Eigentlich formulierte mein Frauenarzt den Inhalt wie folgt: „Kommen sie wieder, wenn sie einen Kinderwunsch haben. Dann unterhalten wir uns über eine mögliche Operation, denn es könnte schwierig werden.“ Aber ich wusste genau was es heißt. Dabei war ich noch jung, dachte nicht an Familiengründung und Kinder bekommen. Aber einzig, dass mir die Möglichkeit genommen wurde, einfach so ein Kind in die Welt zu setzen, war furchtbar für mich. Wieso ich? Warum funktioniert mein Körper nicht? Ich wollte nie die „ich plane ein Kind für das Jahr 20XY“ oder „… danach machen wir ein Kind“ Frau sein. Ich wollte frei sein, ein Kind entstehen lassen und nicht auf den richtigen Moment warten der wahrscheinlich sowieso nie kommt. Ich wusste ich musste mich mit dem Thema beschäftigen, ich wusste ich würde planen müssen wenn ich Nachwuchs wollte und ich musste mich auf eine vorangehende Operation einstellen.

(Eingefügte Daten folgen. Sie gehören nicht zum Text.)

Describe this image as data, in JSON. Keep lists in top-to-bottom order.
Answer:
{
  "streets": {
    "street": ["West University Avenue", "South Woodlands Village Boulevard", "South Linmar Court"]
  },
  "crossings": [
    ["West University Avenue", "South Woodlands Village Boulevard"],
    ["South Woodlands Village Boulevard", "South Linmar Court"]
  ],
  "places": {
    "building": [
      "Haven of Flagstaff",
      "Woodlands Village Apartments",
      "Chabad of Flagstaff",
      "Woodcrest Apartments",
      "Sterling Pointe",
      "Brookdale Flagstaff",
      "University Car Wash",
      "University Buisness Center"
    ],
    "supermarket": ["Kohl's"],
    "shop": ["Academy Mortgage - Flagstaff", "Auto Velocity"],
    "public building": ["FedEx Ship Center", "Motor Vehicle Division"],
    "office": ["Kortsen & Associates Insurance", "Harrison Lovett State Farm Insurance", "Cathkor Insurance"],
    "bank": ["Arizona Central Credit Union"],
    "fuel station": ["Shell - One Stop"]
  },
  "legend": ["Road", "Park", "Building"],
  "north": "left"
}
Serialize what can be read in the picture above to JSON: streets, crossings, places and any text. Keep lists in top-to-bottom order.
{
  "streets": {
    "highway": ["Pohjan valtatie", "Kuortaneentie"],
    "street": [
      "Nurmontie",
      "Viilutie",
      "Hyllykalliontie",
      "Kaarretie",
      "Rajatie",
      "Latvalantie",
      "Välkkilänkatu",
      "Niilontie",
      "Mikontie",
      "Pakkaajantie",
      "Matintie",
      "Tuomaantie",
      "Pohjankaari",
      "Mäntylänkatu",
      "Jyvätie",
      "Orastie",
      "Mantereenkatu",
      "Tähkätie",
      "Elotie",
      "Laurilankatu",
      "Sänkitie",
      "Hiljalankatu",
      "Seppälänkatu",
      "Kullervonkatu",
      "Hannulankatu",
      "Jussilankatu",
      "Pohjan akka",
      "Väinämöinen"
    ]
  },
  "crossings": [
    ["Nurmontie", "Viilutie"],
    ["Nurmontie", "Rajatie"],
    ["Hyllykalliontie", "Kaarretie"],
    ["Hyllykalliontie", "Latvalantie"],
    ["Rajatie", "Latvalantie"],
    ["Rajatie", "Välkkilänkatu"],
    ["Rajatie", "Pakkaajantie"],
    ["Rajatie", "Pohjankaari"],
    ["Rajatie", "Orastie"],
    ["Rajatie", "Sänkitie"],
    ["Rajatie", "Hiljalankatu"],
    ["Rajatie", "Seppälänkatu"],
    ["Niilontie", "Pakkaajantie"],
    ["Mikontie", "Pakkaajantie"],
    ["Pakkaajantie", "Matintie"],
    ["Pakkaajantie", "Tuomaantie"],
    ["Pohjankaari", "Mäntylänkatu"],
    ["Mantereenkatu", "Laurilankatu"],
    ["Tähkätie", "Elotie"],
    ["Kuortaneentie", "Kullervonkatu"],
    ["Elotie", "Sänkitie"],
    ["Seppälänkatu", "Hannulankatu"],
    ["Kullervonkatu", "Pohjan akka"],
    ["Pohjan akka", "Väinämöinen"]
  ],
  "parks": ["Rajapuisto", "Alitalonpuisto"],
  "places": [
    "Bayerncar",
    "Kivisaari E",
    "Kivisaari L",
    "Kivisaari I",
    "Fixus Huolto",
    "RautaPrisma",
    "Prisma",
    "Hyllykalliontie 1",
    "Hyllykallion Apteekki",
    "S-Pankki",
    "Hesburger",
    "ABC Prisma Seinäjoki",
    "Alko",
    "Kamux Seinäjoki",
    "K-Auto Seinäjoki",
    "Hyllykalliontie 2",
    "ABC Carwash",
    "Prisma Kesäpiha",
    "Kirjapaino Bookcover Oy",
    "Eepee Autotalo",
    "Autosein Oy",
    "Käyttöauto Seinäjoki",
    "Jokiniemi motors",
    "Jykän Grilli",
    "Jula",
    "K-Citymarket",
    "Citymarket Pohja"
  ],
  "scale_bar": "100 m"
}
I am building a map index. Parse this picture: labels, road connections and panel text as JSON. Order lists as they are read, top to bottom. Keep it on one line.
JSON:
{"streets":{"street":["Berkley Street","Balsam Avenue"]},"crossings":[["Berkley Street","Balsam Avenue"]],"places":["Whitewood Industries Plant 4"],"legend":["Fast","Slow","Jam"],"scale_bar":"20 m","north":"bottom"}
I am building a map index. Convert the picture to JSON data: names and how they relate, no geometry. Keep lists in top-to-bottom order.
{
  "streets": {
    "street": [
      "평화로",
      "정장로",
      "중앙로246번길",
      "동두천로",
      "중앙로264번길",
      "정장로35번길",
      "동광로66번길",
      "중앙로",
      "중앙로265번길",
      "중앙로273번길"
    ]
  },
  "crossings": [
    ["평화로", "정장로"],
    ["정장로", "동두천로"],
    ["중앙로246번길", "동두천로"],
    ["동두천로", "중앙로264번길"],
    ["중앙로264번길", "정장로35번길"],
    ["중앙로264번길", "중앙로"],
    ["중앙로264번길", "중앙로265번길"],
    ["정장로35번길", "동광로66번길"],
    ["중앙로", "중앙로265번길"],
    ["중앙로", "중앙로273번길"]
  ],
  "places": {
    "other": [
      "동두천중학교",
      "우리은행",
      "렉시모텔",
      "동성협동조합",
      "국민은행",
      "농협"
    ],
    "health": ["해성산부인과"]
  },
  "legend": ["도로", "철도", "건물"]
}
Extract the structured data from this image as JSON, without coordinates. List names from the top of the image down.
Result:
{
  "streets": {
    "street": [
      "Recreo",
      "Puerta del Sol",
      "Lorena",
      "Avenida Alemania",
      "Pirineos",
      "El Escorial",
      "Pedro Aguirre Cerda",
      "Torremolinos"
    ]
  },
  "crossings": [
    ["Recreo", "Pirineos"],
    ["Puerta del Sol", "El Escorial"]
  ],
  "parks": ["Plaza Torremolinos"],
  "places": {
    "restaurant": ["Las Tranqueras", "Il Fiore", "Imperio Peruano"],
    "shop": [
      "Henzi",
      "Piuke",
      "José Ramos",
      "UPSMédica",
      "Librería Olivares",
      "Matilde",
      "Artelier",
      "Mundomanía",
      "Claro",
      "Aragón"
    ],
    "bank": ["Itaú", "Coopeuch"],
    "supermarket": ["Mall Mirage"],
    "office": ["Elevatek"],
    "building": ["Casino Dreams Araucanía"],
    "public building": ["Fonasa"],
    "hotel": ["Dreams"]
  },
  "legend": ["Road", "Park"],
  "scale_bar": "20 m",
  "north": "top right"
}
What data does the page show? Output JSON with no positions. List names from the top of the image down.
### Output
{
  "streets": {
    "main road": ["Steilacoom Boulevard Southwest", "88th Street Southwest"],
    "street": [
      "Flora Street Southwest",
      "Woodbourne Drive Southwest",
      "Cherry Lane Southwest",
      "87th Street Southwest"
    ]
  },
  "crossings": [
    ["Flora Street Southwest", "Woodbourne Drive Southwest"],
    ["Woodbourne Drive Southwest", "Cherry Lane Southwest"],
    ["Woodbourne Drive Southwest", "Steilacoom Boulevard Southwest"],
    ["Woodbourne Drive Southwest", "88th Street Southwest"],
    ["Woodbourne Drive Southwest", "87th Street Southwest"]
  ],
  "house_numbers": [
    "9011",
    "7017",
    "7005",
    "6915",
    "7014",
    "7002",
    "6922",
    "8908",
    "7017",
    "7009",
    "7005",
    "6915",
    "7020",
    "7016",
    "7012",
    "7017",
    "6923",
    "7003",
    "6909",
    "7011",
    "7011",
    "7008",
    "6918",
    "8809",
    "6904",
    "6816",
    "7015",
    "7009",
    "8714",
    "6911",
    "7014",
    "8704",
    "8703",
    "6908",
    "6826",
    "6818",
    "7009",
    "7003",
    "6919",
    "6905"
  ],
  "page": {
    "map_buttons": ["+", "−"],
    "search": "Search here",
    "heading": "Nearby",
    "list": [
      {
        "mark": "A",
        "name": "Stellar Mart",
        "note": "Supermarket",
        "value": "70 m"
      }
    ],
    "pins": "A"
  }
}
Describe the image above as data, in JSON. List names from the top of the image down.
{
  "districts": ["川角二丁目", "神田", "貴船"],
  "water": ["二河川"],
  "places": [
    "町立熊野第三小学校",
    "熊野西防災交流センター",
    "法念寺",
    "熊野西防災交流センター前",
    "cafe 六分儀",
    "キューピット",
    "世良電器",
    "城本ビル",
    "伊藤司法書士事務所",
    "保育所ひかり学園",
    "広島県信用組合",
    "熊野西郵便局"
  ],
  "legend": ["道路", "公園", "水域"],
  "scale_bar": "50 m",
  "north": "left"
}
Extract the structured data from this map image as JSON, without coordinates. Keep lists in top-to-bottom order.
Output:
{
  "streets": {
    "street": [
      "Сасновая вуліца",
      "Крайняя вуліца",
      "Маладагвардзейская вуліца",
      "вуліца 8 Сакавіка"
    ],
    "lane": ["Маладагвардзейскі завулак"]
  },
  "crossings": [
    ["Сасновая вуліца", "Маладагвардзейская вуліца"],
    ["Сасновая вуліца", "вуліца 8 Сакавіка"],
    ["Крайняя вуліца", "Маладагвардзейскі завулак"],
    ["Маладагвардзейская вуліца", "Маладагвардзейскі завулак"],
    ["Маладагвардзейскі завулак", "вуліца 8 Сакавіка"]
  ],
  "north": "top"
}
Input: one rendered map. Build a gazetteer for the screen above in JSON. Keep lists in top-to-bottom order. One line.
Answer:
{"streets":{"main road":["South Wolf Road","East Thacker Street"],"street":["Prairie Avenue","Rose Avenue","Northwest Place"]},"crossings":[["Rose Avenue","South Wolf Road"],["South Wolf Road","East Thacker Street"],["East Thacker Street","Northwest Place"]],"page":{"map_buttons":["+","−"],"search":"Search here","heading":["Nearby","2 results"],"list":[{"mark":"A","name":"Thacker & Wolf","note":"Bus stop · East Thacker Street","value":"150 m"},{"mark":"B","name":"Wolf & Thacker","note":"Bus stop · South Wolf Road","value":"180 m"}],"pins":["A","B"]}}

Operation, Narkose und Risiken, aber für ein eigenes Kind würde man wahrscheinlich viel mehr durchstehen und über sich ergehen lassen.

Nachdem ich meine Gedanken etwas gesammelt hatte und die ersten Tränen getrocknet waren, setzte ich mich damit auseinander. Ich habe tonnenweiße Seiten im Internet durchgeforscht. Alles was mir helfen könnte durfte ich aufgrund meines erhöhten Thromboserisikos nicht nehmen. Es war ein Teufelskreis in dem es kein Ende und keinen Ausweg zu scheinen gab. Ich war in der Kinderwunschklinik, ohne (aktuellem) Kinderwunsch, aber ich wollte vorbereitet sein. Mir wurde bestätigt, dass es keine andere Option außer dieser OP gab. Wobei dieser Eingriff auch kein Versprechen sei, Kinder zu bekommen. Für mich war klar, ich würde alles versuchen bevor ich mich unter das Messer lege. Alternative Medizin, Heiler, Hexen, Kräuter und was es sonst noch so gibt. Ich wollte einen „alternativen“ Termin vereinbaren, bekam aber eine Absage. Sie meinte, ich brauche das nicht. Ich war völlig am Boden. Keiner wollte mir helfen, niemand nahm mich ernst und es gab nichts was ich tun konnte. Zu dieser Zeit ging es mir nicht gut. Was ein einziger Frauenarzt Termin alles ausmachen kann?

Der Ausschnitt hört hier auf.